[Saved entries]
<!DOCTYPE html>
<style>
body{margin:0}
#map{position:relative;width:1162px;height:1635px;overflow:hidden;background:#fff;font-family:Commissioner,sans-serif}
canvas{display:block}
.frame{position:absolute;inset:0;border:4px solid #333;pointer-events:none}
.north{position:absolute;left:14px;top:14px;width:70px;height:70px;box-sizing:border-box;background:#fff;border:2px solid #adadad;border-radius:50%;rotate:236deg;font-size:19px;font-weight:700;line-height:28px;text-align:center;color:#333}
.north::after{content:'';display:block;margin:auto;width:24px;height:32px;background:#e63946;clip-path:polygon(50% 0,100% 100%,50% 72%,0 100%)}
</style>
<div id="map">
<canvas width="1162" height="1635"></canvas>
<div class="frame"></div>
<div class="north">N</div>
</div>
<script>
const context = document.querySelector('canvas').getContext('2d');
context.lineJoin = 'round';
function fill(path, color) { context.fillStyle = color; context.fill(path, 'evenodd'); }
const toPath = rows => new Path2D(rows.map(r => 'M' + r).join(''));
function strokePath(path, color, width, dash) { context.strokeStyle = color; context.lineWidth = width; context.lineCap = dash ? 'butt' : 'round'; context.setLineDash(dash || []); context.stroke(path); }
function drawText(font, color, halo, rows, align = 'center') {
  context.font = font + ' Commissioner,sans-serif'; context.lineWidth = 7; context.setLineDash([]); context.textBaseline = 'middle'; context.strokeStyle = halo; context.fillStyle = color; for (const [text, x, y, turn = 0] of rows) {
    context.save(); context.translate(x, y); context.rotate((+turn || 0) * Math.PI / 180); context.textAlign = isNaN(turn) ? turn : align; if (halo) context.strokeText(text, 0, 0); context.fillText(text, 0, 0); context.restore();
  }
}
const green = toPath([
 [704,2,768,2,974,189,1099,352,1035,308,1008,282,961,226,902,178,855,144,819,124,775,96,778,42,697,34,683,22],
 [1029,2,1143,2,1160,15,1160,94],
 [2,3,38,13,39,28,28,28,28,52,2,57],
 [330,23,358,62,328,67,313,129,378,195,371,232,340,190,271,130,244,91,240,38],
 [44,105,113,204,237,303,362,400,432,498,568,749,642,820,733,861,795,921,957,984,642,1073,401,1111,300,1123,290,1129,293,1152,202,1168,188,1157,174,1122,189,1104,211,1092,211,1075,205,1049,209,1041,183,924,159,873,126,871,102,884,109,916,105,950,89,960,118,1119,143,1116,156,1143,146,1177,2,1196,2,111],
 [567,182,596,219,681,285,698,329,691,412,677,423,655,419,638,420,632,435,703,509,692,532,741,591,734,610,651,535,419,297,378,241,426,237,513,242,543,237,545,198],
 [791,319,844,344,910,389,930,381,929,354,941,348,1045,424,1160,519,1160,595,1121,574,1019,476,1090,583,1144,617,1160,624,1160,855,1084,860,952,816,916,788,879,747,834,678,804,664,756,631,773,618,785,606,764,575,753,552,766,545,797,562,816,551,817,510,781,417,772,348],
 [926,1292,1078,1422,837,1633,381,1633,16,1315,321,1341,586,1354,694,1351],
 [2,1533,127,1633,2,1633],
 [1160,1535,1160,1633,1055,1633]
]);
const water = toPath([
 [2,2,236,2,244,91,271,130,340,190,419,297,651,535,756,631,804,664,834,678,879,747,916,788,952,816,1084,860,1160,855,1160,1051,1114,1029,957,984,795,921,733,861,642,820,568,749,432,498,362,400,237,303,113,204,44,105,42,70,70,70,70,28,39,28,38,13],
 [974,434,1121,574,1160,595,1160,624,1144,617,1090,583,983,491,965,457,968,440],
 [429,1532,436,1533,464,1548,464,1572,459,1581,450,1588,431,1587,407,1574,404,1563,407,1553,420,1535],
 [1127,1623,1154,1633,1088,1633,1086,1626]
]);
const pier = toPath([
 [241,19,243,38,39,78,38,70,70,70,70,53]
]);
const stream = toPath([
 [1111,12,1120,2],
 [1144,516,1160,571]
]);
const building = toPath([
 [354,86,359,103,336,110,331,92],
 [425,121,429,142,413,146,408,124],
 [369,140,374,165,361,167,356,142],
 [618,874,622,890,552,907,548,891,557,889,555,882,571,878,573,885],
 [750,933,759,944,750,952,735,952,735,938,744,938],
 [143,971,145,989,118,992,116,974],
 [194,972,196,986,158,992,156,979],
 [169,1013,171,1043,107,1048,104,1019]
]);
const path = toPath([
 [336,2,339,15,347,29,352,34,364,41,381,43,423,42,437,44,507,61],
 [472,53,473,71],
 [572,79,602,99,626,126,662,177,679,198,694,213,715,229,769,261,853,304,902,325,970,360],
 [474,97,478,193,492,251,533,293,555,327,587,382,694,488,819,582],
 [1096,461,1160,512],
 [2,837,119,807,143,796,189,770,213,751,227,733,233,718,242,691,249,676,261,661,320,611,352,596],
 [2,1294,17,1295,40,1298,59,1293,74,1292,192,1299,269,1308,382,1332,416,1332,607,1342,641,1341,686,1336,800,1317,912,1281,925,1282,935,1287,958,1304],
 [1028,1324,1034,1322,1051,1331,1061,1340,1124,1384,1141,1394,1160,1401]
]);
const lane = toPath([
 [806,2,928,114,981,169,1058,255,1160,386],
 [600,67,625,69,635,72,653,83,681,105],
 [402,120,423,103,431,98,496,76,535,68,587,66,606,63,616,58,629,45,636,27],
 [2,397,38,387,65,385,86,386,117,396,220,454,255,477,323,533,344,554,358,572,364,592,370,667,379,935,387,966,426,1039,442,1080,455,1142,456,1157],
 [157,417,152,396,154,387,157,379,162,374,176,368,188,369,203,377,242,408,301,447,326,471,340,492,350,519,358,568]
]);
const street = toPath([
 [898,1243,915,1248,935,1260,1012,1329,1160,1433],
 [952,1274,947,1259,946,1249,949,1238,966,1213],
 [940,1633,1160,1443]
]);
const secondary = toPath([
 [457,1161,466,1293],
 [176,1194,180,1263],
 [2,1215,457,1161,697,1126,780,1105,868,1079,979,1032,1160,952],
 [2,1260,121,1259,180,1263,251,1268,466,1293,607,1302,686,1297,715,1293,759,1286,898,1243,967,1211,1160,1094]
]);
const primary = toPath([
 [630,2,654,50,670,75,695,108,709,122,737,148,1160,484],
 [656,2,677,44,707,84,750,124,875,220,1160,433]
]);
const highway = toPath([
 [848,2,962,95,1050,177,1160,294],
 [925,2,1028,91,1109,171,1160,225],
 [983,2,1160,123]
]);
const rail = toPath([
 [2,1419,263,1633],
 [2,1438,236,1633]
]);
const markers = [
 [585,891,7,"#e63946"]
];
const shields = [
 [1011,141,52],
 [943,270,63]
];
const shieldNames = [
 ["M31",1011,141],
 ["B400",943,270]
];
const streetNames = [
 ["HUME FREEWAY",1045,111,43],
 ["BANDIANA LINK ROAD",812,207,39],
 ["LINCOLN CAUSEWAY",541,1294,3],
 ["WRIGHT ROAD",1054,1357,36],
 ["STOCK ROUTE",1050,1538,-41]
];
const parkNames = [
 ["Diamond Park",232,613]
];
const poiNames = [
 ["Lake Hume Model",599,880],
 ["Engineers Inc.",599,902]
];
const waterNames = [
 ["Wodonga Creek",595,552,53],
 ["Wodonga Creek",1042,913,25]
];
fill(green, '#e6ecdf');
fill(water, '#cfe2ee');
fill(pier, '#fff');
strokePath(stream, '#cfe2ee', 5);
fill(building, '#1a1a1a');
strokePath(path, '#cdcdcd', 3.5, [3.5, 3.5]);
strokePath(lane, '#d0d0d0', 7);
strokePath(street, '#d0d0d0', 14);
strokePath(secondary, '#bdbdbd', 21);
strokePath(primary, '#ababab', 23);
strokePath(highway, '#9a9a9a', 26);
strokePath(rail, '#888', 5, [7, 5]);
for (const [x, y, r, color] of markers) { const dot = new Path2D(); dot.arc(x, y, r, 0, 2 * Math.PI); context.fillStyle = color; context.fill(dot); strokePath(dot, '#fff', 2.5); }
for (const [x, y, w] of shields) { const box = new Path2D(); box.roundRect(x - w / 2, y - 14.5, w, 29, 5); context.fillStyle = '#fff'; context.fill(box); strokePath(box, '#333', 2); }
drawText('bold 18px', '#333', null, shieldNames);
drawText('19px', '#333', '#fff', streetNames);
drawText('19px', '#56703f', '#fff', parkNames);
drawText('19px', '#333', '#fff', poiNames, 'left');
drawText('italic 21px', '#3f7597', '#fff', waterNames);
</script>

### [WHAT YOU NEED TO DO]
Reply with nothing but a number: how many lines of the entries above contain the string "display"?

### [RESULT FOR THIS TASK]
2